- [Work instruction]:
Transcribe each entry so that it matches the original exactly.

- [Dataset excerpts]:
== == ==

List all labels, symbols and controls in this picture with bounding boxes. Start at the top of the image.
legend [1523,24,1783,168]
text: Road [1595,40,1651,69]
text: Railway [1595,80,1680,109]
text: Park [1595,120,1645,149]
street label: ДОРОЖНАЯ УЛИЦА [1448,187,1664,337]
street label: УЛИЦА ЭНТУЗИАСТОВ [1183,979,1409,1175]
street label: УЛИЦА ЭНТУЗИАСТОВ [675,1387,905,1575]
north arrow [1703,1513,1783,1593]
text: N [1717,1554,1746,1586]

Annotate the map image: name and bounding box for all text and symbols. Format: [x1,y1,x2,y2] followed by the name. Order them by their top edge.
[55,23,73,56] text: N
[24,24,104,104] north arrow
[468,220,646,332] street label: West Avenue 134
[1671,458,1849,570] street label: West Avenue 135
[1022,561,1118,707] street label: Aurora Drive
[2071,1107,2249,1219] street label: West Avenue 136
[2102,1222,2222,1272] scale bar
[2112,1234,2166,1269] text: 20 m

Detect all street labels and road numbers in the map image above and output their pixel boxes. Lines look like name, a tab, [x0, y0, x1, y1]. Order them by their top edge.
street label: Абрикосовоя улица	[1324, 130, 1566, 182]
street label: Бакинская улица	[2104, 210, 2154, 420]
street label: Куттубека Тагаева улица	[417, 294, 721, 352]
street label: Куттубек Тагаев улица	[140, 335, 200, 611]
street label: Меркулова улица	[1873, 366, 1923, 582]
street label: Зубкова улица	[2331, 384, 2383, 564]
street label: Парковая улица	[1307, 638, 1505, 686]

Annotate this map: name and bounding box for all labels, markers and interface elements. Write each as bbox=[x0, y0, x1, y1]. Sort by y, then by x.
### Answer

== == ==

- [Answer space]:
List all labels, symbols and controls in this picture with bounding boxes. Start at the top of the image.
legend [1523,24,1783,168]
text: Road [1595,40,1651,69]
text: Railway [1595,80,1680,109]
text: Park [1595,120,1645,149]
street label: ДОРОЖНАЯ УЛИЦА [1448,187,1664,337]
street label: УЛИЦА ЭНТУЗИАСТОВ [1183,979,1409,1175]
street label: УЛИЦА ЭНТУЗИАСТОВ [675,1387,905,1575]
north arrow [1703,1513,1783,1593]
text: N [1717,1554,1746,1586]

Annotate the map image: name and bounding box for all text and symbols. Format: [x1,y1,x2,y2] followed by the name. Order them by their top edge.
[55,23,73,56] text: N
[24,24,104,104] north arrow
[468,220,646,332] street label: West Avenue 134
[1671,458,1849,570] street label: West Avenue 135
[1022,561,1118,707] street label: Aurora Drive
[2071,1107,2249,1219] street label: West Avenue 136
[2102,1222,2222,1272] scale bar
[2112,1234,2166,1269] text: 20 m

Detect all street labels and road numbers in the map image above and output their pixel boxes. Lines look like name, a tab, [x0, y0, x1, y1]. Order them by their top edge.
street label: Абрикосовоя улица	[1324, 130, 1566, 182]
street label: Бакинская улица	[2104, 210, 2154, 420]
street label: Куттубека Тагаева улица	[417, 294, 721, 352]
street label: Куттубек Тагаев улица	[140, 335, 200, 611]
street label: Меркулова улица	[1873, 366, 1923, 582]
street label: Зубкова улица	[2331, 384, 2383, 564]
street label: Парковая улица	[1307, 638, 1505, 686]

Annotate this map: name and bounding box for all labels, markers and interface elements. Write each as bbox=[x0, y0, x1, y1]. Sort by y, then by x.
### Answer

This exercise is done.